The Act provides a statutory framework to deal with situations where adults lack the mental capacity to make decisions for themselves, or those who have capacity but want to make preparations for a time when they may lack this in the future.
So why should you have an LPA?
This is best answered by looking at the two different types of LPAs. Property and financial affairs and health and welfare.
Both effectively appoint attorneys to make decisions on your behalf. The attorney, or attorneys, under the first type can make decisions regarding your financial affairs such as dealing with taxes, selling assets, claiming benefits and operating bank accounts. Attorneys under the second type make decisions relating to your care for example nursing care, residential care, refusing or accepting medical treatment.
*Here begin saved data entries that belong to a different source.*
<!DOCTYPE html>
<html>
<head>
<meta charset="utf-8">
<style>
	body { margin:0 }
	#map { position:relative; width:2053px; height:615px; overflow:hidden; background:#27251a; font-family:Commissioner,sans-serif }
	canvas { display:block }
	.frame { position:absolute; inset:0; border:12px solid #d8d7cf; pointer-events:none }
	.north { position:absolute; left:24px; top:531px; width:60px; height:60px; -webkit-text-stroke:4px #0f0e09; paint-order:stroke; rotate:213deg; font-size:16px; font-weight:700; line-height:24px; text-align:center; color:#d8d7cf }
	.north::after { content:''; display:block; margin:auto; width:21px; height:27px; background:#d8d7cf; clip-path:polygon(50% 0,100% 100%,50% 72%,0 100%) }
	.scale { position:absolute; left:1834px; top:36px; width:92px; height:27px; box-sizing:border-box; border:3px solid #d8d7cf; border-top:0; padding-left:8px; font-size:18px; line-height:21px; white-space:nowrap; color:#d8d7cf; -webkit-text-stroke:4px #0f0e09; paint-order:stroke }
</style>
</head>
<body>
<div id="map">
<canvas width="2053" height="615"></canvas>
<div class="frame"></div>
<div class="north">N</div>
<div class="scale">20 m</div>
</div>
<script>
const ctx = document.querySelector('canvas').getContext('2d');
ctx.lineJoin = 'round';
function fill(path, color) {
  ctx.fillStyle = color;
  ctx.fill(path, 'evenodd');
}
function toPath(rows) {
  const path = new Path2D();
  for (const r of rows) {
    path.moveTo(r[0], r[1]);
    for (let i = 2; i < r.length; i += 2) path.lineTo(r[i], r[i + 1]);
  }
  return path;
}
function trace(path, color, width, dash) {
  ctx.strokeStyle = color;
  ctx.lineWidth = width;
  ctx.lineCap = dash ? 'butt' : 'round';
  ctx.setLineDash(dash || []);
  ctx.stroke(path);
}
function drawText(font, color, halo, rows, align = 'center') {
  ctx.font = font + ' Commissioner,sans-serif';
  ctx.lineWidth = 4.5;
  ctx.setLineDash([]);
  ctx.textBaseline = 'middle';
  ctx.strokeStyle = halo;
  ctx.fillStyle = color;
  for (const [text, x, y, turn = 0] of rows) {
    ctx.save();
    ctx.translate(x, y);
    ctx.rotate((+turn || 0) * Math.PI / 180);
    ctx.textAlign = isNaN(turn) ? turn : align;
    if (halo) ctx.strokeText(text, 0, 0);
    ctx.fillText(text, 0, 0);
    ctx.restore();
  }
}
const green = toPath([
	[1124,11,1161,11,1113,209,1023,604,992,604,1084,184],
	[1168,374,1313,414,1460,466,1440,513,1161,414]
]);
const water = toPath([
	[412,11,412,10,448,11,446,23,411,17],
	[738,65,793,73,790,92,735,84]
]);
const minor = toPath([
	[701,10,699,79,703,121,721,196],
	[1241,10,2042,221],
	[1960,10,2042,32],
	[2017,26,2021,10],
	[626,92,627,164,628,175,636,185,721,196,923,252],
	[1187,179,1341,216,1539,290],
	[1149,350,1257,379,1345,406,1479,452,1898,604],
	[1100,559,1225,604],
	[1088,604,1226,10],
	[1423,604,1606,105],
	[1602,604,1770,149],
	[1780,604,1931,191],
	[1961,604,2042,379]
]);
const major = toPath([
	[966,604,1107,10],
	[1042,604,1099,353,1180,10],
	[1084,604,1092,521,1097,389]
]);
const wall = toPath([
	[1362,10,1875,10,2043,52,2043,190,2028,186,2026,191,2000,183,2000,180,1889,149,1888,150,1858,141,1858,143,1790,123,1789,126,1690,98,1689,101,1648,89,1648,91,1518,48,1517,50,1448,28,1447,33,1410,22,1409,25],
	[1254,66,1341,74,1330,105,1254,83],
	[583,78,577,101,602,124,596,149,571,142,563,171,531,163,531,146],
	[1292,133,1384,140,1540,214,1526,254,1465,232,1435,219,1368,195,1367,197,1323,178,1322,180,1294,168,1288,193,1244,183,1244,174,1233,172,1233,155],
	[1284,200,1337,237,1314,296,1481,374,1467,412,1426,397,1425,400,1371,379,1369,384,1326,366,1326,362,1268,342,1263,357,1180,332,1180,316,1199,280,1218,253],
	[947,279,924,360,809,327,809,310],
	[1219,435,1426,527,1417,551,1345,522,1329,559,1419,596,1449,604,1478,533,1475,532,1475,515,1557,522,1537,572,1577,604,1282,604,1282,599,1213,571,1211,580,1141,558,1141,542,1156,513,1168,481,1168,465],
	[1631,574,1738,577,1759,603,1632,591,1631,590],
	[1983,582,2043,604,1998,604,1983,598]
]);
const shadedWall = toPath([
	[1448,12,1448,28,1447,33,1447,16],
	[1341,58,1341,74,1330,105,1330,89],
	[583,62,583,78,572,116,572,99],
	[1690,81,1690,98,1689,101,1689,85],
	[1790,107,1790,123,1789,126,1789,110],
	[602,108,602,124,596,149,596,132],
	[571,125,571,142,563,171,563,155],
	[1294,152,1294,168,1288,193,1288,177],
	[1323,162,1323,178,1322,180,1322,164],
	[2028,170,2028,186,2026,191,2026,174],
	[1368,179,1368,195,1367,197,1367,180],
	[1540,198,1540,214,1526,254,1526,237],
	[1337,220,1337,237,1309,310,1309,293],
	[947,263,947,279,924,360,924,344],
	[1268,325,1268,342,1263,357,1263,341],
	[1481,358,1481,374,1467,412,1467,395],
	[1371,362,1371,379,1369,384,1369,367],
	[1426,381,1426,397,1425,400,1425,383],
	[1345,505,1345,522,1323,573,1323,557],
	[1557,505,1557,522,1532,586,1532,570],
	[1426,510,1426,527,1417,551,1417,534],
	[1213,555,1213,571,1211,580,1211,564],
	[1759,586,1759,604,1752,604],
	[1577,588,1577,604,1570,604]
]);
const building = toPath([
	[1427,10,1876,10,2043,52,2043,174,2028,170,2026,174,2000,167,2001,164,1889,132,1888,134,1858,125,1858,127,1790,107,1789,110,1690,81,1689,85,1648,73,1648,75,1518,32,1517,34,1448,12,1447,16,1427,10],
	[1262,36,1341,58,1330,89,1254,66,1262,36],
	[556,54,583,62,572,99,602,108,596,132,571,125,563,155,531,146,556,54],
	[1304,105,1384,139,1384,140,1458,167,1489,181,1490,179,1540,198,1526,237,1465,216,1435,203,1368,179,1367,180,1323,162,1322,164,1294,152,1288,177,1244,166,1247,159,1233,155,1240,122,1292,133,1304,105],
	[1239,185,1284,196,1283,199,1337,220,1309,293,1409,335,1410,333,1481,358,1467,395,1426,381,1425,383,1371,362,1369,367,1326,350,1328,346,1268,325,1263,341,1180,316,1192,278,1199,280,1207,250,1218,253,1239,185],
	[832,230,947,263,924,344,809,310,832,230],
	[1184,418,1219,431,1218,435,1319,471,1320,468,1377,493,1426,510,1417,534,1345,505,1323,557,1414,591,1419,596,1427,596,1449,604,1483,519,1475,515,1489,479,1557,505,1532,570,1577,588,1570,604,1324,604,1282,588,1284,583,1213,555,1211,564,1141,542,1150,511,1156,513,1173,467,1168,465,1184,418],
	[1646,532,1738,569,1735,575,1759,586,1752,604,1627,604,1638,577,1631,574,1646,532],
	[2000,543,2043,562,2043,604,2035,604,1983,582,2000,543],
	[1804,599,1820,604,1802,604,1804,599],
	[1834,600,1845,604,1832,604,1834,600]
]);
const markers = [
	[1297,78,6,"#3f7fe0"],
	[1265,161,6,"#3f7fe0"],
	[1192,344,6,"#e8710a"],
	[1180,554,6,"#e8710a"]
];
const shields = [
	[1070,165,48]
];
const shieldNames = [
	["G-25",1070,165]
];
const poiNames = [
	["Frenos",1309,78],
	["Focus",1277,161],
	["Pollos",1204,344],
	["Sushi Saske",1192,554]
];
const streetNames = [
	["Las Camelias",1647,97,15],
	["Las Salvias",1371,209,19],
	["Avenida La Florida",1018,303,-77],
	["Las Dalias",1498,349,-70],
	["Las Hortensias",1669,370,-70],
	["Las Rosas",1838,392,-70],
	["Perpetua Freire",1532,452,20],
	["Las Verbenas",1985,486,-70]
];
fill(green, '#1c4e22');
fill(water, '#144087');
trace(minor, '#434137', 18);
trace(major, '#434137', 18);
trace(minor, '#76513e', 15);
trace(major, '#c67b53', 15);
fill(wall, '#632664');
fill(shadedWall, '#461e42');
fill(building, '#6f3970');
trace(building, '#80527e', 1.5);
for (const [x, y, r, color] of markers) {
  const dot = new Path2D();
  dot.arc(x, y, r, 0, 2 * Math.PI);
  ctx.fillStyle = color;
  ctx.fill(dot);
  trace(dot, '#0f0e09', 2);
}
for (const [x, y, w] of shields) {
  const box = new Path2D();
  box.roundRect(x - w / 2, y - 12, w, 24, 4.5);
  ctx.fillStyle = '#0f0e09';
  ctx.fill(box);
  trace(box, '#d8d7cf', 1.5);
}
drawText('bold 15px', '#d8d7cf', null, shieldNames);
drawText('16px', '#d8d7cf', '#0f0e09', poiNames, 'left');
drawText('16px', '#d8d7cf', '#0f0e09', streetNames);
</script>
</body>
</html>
The property and financial affairs LPA can be used when you lack mental capacity and also while you are mentally capable if you need or would like your attorneys to be able to make these decisions on your behalf, if say perhaps were out of the country for an extended period. This differs from the health and welfare LPA which can only be used if you lack the mental capacity to make your own decisions.
Both are important, but from a financial planning perspective, the property and financial affairs LPA is an essential part of keeping your affairs in order, just like a will. The health and welfare LPA is more of a personal decision but is still important and should ideally be put in place before the likelihood of needing any residential long term care.
You may have heard of or already have an Enduring Power of Attorney (EPA). These applied before 1st October 2007 and enable you to appoint someone to act on your behalf in respect of your financial affairs. EPAs are still valid and in the event of mental incapacity the attorney just needs to register the EPA with the court and act. However, EPAs cannot be used for health and wealth issues so if you already have an EPA it may well be worth seeking legal advice about whether to replace it with the new LPAs.
More information on LPAs can be found on the governments’ website at:
You can complete the paperwork online and can create account to do so at:
However, we suggest that you seek legal advice before applying for LPAs and a good time to do this is when reviewing or obtaining advice about wills. A legal advisor will be able to advise you about LPAs, can act as your certificate provider[ii] and will also be able to advise on the registration process.
We seem all too often to focus on what should happen after we die and forget that we may need our affairs arranged for us whilst we are still alive. An LPA, especially a property and financial affairs LPA, is an integral part of being organised and prepared for the things life throws at us.
[i] Source: Personal Finance Society
[ii] A person who can confirm that you understand the purpose of the LPA, its scope, that no fraud or undue pressure is being used to induce you to create it and there is nothing else that would prevent the LPA from being created.